* _TASK TO COMPLETE_
All of the data below is to be written out again exactly.

━━━━━ RAW DATA ━━━━━

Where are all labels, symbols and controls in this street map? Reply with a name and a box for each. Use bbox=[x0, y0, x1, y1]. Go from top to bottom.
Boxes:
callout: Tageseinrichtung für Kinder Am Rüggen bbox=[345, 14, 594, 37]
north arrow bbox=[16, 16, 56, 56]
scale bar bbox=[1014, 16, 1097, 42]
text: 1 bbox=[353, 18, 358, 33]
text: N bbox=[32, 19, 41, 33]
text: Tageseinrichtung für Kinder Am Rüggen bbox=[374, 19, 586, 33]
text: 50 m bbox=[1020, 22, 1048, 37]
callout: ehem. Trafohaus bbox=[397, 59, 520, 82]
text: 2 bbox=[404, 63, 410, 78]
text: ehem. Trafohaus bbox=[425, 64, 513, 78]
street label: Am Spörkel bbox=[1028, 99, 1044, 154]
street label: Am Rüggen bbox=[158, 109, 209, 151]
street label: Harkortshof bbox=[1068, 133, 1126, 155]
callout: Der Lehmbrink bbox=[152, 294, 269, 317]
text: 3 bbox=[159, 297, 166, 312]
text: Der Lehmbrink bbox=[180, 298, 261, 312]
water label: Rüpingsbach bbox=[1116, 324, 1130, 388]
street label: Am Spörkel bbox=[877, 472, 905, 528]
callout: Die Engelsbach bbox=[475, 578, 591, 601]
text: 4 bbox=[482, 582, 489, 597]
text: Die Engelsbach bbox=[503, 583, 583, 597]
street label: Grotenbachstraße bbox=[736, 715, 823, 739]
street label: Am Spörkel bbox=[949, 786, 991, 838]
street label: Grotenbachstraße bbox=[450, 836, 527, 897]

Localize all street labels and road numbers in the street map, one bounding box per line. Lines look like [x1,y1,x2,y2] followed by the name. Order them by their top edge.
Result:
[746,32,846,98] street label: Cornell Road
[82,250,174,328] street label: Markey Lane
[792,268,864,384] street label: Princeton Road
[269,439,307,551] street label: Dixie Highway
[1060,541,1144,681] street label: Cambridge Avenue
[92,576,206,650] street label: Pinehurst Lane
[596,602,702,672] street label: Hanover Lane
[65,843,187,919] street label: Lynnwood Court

━━━━━

* _ANSWER SECTION_
Where are all labels, symbols and controls in this street map? Reply with a name and a box for each. Use bbox=[x0, y0, x1, y1]. Go from top to bottom.
Boxes:
callout: Tageseinrichtung für Kinder Am Rüggen bbox=[345, 14, 594, 37]
north arrow bbox=[16, 16, 56, 56]
scale bar bbox=[1014, 16, 1097, 42]
text: 1 bbox=[353, 18, 358, 33]
text: N bbox=[32, 19, 41, 33]
text: Tageseinrichtung für Kinder Am Rüggen bbox=[374, 19, 586, 33]
text: 50 m bbox=[1020, 22, 1048, 37]
callout: ehem. Trafohaus bbox=[397, 59, 520, 82]
text: 2 bbox=[404, 63, 410, 78]
text: ehem. Trafohaus bbox=[425, 64, 513, 78]
street label: Am Spörkel bbox=[1028, 99, 1044, 154]
street label: Am Rüggen bbox=[158, 109, 209, 151]
street label: Harkortshof bbox=[1068, 133, 1126, 155]
callout: Der Lehmbrink bbox=[152, 294, 269, 317]
text: 3 bbox=[159, 297, 166, 312]
text: Der Lehmbrink bbox=[180, 298, 261, 312]
water label: Rüpingsbach bbox=[1116, 324, 1130, 388]
street label: Am Spörkel bbox=[877, 472, 905, 528]
callout: Die Engelsbach bbox=[475, 578, 591, 601]
text: 4 bbox=[482, 582, 489, 597]
text: Die Engelsbach bbox=[503, 583, 583, 597]
street label: Grotenbachstraße bbox=[736, 715, 823, 739]
street label: Am Spörkel bbox=[949, 786, 991, 838]
street label: Grotenbachstraße bbox=[450, 836, 527, 897]

Localize all street labels and road numbers in the street map, one bounding box per line. Lines look like [x1,y1,x2,y2] followed by the name. Order them by their top edge.
Result:
[746,32,846,98] street label: Cornell Road
[82,250,174,328] street label: Markey Lane
[792,268,864,384] street label: Princeton Road
[269,439,307,551] street label: Dixie Highway
[1060,541,1144,681] street label: Cambridge Avenue
[92,576,206,650] street label: Pinehurst Lane
[596,602,702,672] street label: Hanover Lane
[65,843,187,919] street label: Lynnwood Court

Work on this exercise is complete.